**Required action**:
The records beneath should be restated word for word.

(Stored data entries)
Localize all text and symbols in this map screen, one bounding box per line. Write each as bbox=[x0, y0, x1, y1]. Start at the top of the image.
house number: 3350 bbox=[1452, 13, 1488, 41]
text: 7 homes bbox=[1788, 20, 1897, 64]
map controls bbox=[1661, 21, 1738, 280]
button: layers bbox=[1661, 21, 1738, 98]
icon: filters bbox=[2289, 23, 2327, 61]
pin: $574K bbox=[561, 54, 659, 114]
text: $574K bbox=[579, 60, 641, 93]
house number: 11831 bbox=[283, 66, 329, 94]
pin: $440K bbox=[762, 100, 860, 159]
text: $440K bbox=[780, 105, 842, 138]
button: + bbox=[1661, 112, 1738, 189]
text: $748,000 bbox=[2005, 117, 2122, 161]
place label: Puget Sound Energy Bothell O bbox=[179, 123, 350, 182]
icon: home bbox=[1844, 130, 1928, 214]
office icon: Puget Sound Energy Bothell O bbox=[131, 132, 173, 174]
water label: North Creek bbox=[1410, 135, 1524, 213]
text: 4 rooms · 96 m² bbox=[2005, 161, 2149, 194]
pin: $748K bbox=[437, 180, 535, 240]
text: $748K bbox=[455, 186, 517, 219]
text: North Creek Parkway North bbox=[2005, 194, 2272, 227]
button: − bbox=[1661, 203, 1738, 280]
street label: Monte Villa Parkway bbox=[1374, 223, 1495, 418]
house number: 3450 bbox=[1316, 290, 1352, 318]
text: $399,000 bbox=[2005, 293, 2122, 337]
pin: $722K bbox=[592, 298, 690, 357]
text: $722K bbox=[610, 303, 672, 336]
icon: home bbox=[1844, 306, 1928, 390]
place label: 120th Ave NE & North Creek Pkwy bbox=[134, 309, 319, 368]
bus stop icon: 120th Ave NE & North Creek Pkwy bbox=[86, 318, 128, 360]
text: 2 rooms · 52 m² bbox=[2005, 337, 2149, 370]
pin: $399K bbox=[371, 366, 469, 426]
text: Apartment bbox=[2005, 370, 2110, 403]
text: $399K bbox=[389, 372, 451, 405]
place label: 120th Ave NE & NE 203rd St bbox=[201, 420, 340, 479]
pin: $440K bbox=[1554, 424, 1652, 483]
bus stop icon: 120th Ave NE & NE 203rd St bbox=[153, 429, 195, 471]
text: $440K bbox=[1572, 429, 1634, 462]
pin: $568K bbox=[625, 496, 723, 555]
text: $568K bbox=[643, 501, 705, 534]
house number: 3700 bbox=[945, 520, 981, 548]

**Exercise solution**:
Localize all text and symbols in this map screen, one bounding box per line. Write each as bbox=[x0, y0, x1, y1]. Start at the top of the image.
house number: 3350 bbox=[1452, 13, 1488, 41]
text: 7 homes bbox=[1788, 20, 1897, 64]
map controls bbox=[1661, 21, 1738, 280]
button: layers bbox=[1661, 21, 1738, 98]
icon: filters bbox=[2289, 23, 2327, 61]
pin: $574K bbox=[561, 54, 659, 114]
text: $574K bbox=[579, 60, 641, 93]
house number: 11831 bbox=[283, 66, 329, 94]
pin: $440K bbox=[762, 100, 860, 159]
text: $440K bbox=[780, 105, 842, 138]
button: + bbox=[1661, 112, 1738, 189]
text: $748,000 bbox=[2005, 117, 2122, 161]
place label: Puget Sound Energy Bothell O bbox=[179, 123, 350, 182]
icon: home bbox=[1844, 130, 1928, 214]
office icon: Puget Sound Energy Bothell O bbox=[131, 132, 173, 174]
water label: North Creek bbox=[1410, 135, 1524, 213]
text: 4 rooms · 96 m² bbox=[2005, 161, 2149, 194]
pin: $748K bbox=[437, 180, 535, 240]
text: $748K bbox=[455, 186, 517, 219]
text: North Creek Parkway North bbox=[2005, 194, 2272, 227]
button: − bbox=[1661, 203, 1738, 280]
street label: Monte Villa Parkway bbox=[1374, 223, 1495, 418]
house number: 3450 bbox=[1316, 290, 1352, 318]
text: $399,000 bbox=[2005, 293, 2122, 337]
pin: $722K bbox=[592, 298, 690, 357]
text: $722K bbox=[610, 303, 672, 336]
icon: home bbox=[1844, 306, 1928, 390]
place label: 120th Ave NE & North Creek Pkwy bbox=[134, 309, 319, 368]
bus stop icon: 120th Ave NE & North Creek Pkwy bbox=[86, 318, 128, 360]
text: 2 rooms · 52 m² bbox=[2005, 337, 2149, 370]
pin: $399K bbox=[371, 366, 469, 426]
text: Apartment bbox=[2005, 370, 2110, 403]
text: $399K bbox=[389, 372, 451, 405]
place label: 120th Ave NE & NE 203rd St bbox=[201, 420, 340, 479]
pin: $440K bbox=[1554, 424, 1652, 483]
bus stop icon: 120th Ave NE & NE 203rd St bbox=[153, 429, 195, 471]
text: $440K bbox=[1572, 429, 1634, 462]
pin: $568K bbox=[625, 496, 723, 555]
text: $568K bbox=[643, 501, 705, 534]
house number: 3700 bbox=[945, 520, 981, 548]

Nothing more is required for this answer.